- _Exercise_: Take the material below and reproduce, word for word, only the lines from the line with "function label(font, color, halo, rows, align" through the line with "context.font = font".
◇ ◇ ◇ ◇ ◇
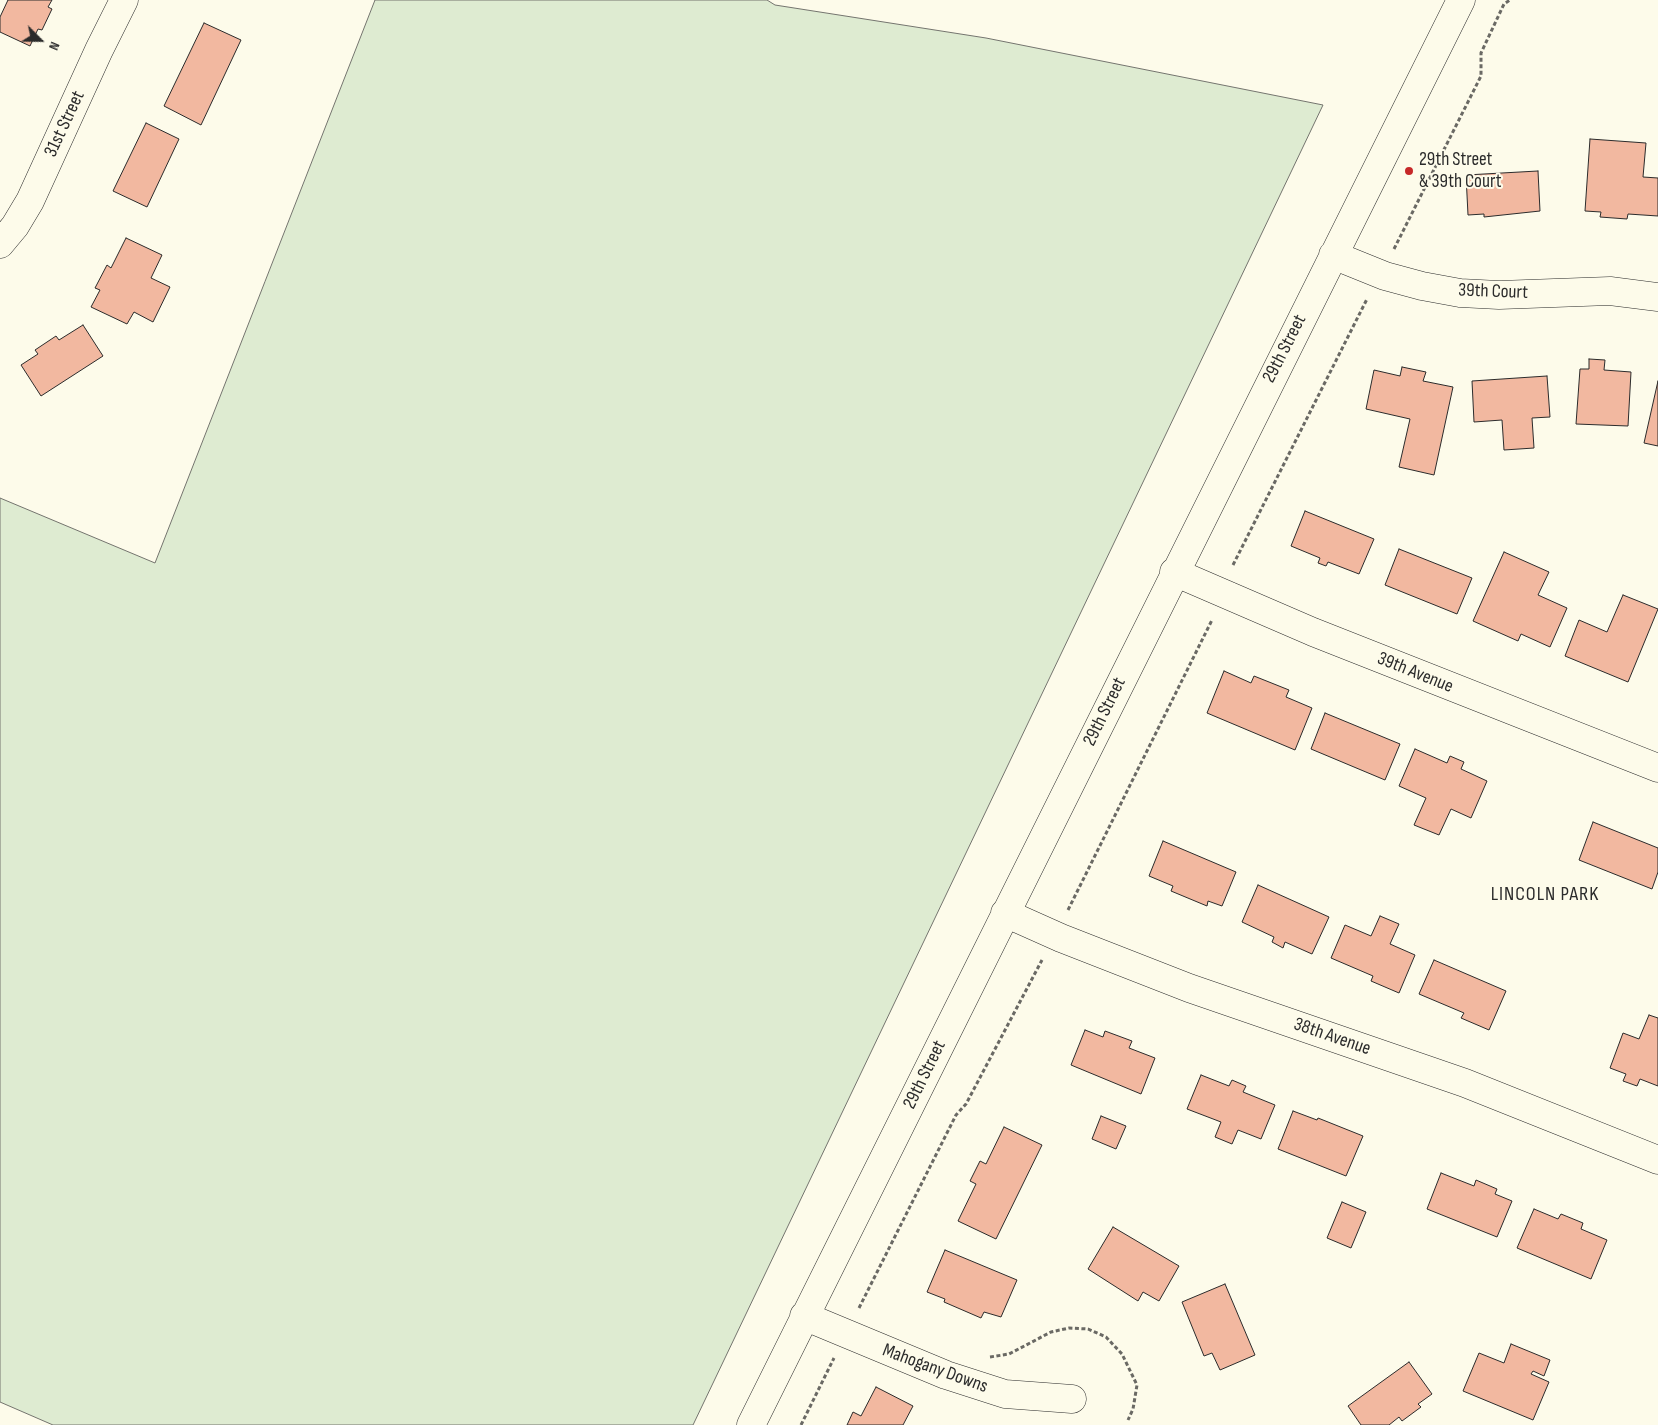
<!DOCTYPE html>
<html>
<head>
<meta charset="utf-8">
<style>
	body { margin:0 }
	#map { position:relative; width:1658px; height:1425px; overflow:hidden; background:#fdfbea; font-family:"Sofia Sans Condensed",sans-serif }
	canvas { display:block }
	.north { position:absolute; left:15px; top:15px; width:50px; height:50px; -webkit-text-stroke:4px #fdfbea; paint-order:stroke; rotate:113deg; font-size:14px; font-weight:700; line-height:20px; text-align:center; color:#2b2b2b }
	.north::after { content:''; display:block; margin:auto; width:18px; height:22px; background:#2b2b2b; clip-path:polygon(50% 0,100% 100%,50% 72%,0 100%) }
</style>
</head>
<body>
<div id="map">
<canvas width="1658" height="1425"></canvas>
<div class="north">N</div>
</div>
<script>
const context = document.querySelector('canvas').getContext('2d');
context.lineJoin = 'round';
function fillPath(path, color) { context.fillStyle = color; context.fill(path, 'evenodd'); }
const poly = rows => new Path2D(rows.map(r => 'M' + r).join(''));
function strokePath(path, color, width, dash) { context.strokeStyle = color; context.lineWidth = width; context.lineCap = dash ? 'butt' : 'round'; context.setLineDash(dash || []); context.stroke(path); }
function label(font, color, halo, rows, align = 'center') {
  context.font = font + ' "Sofia Sans Condensed",sans-serif'; context.lineWidth = 4; context.setLineDash([]); context.textBaseline = 'middle'; context.strokeStyle = halo; context.fillStyle = color; for (const [text, x, y, turn = 0] of rows) {
    context.save(); context.translate(x, y); context.rotate((+turn || 0) * Math.PI / 180); context.textAlign = isNaN(turn) ? turn : align; if (halo) context.strokeText(text, 0, 0); context.fillText(text, 0, 0); context.restore();
  }
}
const green = poly([
	[375,0,767,0,775,5,986,38,1323,105,693,1425,53,1425,0,1402,0,498,155,563,375,0]
]);
const building = poly([
	[8,0,52,0,48,7,52,9,42,30,38,29,30,46,0,32,0,17,8,0],
	[204,23,241,40,201,125,164,106,204,23],
	[146,123,179,139,147,207,113,191,146,123],
	[1590,139,1646,143,1643,177,1658,178,1658,216,1628,214,1627,219,1600,217,1601,212,1585,211,1590,139],
	[1538,171,1540,211,1484,217,1484,214,1468,215,1466,175,1538,171],
	[126,238,162,255,151,278,170,287,153,322,134,312,127,324,91,307,100,290,95,288,107,265,111,268,126,238],
	[83,325,103,356,41,396,21,365,38,354,35,350,56,336,59,340,83,325],
	[1589,359,1605,360,1604,370,1631,372,1628,426,1576,424,1580,369,1589,369,1589,359],
	[1402,367,1426,372,1423,381,1453,387,1434,475,1399,467,1410,419,1366,409,1374,370,1400,376,1402,367],
	[1547,376,1550,417,1532,418,1534,448,1504,450,1502,420,1474,422,1472,381,1547,376],
	[1658,381,1658,446,1644,443,1658,381],
	[1305,511,1374,539,1359,574,1328,562,1326,566,1318,563,1320,558,1291,546,1305,511],
	[1399,549,1472,578,1457,614,1385,585,1399,549],
	[1504,552,1549,572,1538,595,1567,608,1550,647,1521,634,1518,641,1473,621,1504,552],
	[1623,595,1658,609,1628,682,1565,656,1579,620,1607,632,1623,595],
	[1224,671,1251,683,1254,676,1289,690,1286,697,1312,708,1295,750,1207,713,1224,671],
	[1325,713,1400,744,1385,780,1311,749,1325,713],
	[1415,749,1447,763,1450,756,1464,762,1461,769,1487,781,1471,818,1451,809,1439,835,1414,825,1426,798,1399,786,1415,749],
	[1593,822,1658,848,1658,872,1652,889,1579,860,1593,822],
	[1163,841,1236,872,1222,906,1208,901,1207,906,1171,891,1173,886,1149,876,1163,841],
	[1258,885,1329,917,1312,954,1285,942,1283,948,1272,942,1274,937,1242,922,1258,885],
	[1380,916,1399,924,1390,944,1415,955,1399,993,1371,981,1373,976,1331,958,1345,925,1371,936,1380,916],
	[1434,960,1506,991,1489,1030,1461,1018,1464,1013,1419,994,1434,960],
	[1649,1015,1658,1018,1658,1086,1640,1079,1637,1086,1623,1081,1626,1074,1610,1068,1623,1033,1639,1039,1649,1015],
	[1085,1030,1103,1037,1105,1031,1132,1041,1129,1048,1155,1058,1141,1094,1071,1065,1085,1030],
	[1201,1075,1229,1086,1232,1080,1246,1086,1243,1092,1275,1105,1261,1139,1238,1130,1232,1144,1215,1137,1221,1122,1187,1109,1201,1075],
	[1293,1111,1317,1120,1318,1118,1363,1136,1346,1176,1278,1149,1293,1111],
	[1101,1116,1126,1126,1116,1149,1092,1139,1101,1116],
	[1004,1127,1042,1145,996,1239,958,1221,976,1184,970,1181,980,1161,986,1164,1004,1127],
	[1441,1173,1474,1186,1476,1180,1497,1189,1495,1194,1512,1201,1497,1237,1427,1209,1441,1173],
	[1342,1202,1366,1212,1351,1248,1327,1238,1342,1202],
	[1534,1209,1558,1219,1561,1214,1583,1223,1581,1229,1607,1240,1591,1279,1517,1248,1534,1209],
	[1113,1227,1179,1266,1159,1301,1143,1292,1138,1301,1088,1269,1113,1227],
	[945,1250,1017,1280,1001,1317,984,1312,981,1318,944,1302,945,1299,927,1292,945,1250],
	[1225,1284,1255,1355,1220,1370,1212,1353,1204,1356,1182,1302,1225,1284],
	[1511,1344,1550,1360,1544,1376,1533,1371,1531,1374,1549,1382,1533,1420,1463,1391,1479,1353,1504,1363,1511,1344],
	[1409,1362,1432,1394,1418,1404,1421,1407,1402,1421,1399,1417,1389,1425,1361,1425,1348,1406,1409,1362],
	[876,1387,913,1406,903,1425,847,1425,853,1412,861,1416,876,1387]
]);
const path = poly([
	[1394,249,1481,76,1481,53,1504,4,1510,0],
	[1233,565,1367,299],
	[1068,910,1212,620],
	[859,1308,956,1115,966,1104,1042,960],
	[990,1357,1009,1354,1051,1332,1069,1328,1088,1329,1106,1337,1122,1354,1137,1385,1133,1409,1128,1420],
	[801,1425,834,1358]
]);
const minor = poly([
	[0,244,15,226,30,201,99,50,124,0],
	[1333,255,1385,276,1422,286,1460,293,1499,295,1610,291,1658,297],
	[1174,572,1313,632,1658,768],
	[1005,913,1061,938,1189,988,1465,1083,1658,1160],
	[804,1316,946,1375,1005,1394,1072,1399],
	[751,1425,1461,0]
]);
const markers = [
	[1409,171,5,"#c62828"]
];
const streetNames = [
	["31st Street",65,124,-65],
	["39th Court",1493,292,2],
	["29th Street",1285,349,-63],
	["39th Avenue",1415,673,22],
	["29th Street",1105,712,-64],
	["38th Avenue",1332,1037,19],
	["29th Street",925,1075,-64],
	["Mahogany Downs",935,1369,20]
];
const poiNames = [
	["29th Street",1419,160],
	["& 39th Court",1419,182]
];
const neighbourhoodNames = [
	["LINCOLN PARK",1545,895]
];
fillPath(green, '#deebd1');
strokePath(green, '#74746e', 1);
fillPath(building, '#f2b8a0');
strokePath(building, '#2b2b2b', 1);
strokePath(minor, '#2b2b2b', 29);
strokePath(path, '#6a6964', 3, [4, 2.5]);
strokePath(minor, '#fdfbea', 28);
for (const [x, y, r, color] of markers) { const dot = new Path2D(); dot.arc(x, y, r, 0, 2 * Math.PI); context.fillStyle = color; context.fill(dot); strokePath(dot, '#fdfbea', 2); }
label('19px', '#2b2b2b', '#fdfbea', streetNames);
label('19px', '#2b2b2b', '#fdfbea', poiNames, 'left');
context.letterSpacing = '1px';
label('20px', '#2b2b2b', '#fdfbea', neighbourhoodNames);
context.letterSpacing = '0px';
</script>
</body>
</html>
◇ ◇ ◇ ◇ ◇
- _Response area_:
function label(font, color, halo, rows, align = 'center') {
  context.font = font + ' "Sofia Sans Condensed",sans-serif'; context.lineWidth = 4; context.setLineDash([]); context.textBaseline = 'middle'; context.strokeStyle = halo; context.fillStyle = color; for (const [text, x, y, turn = 0] of rows) {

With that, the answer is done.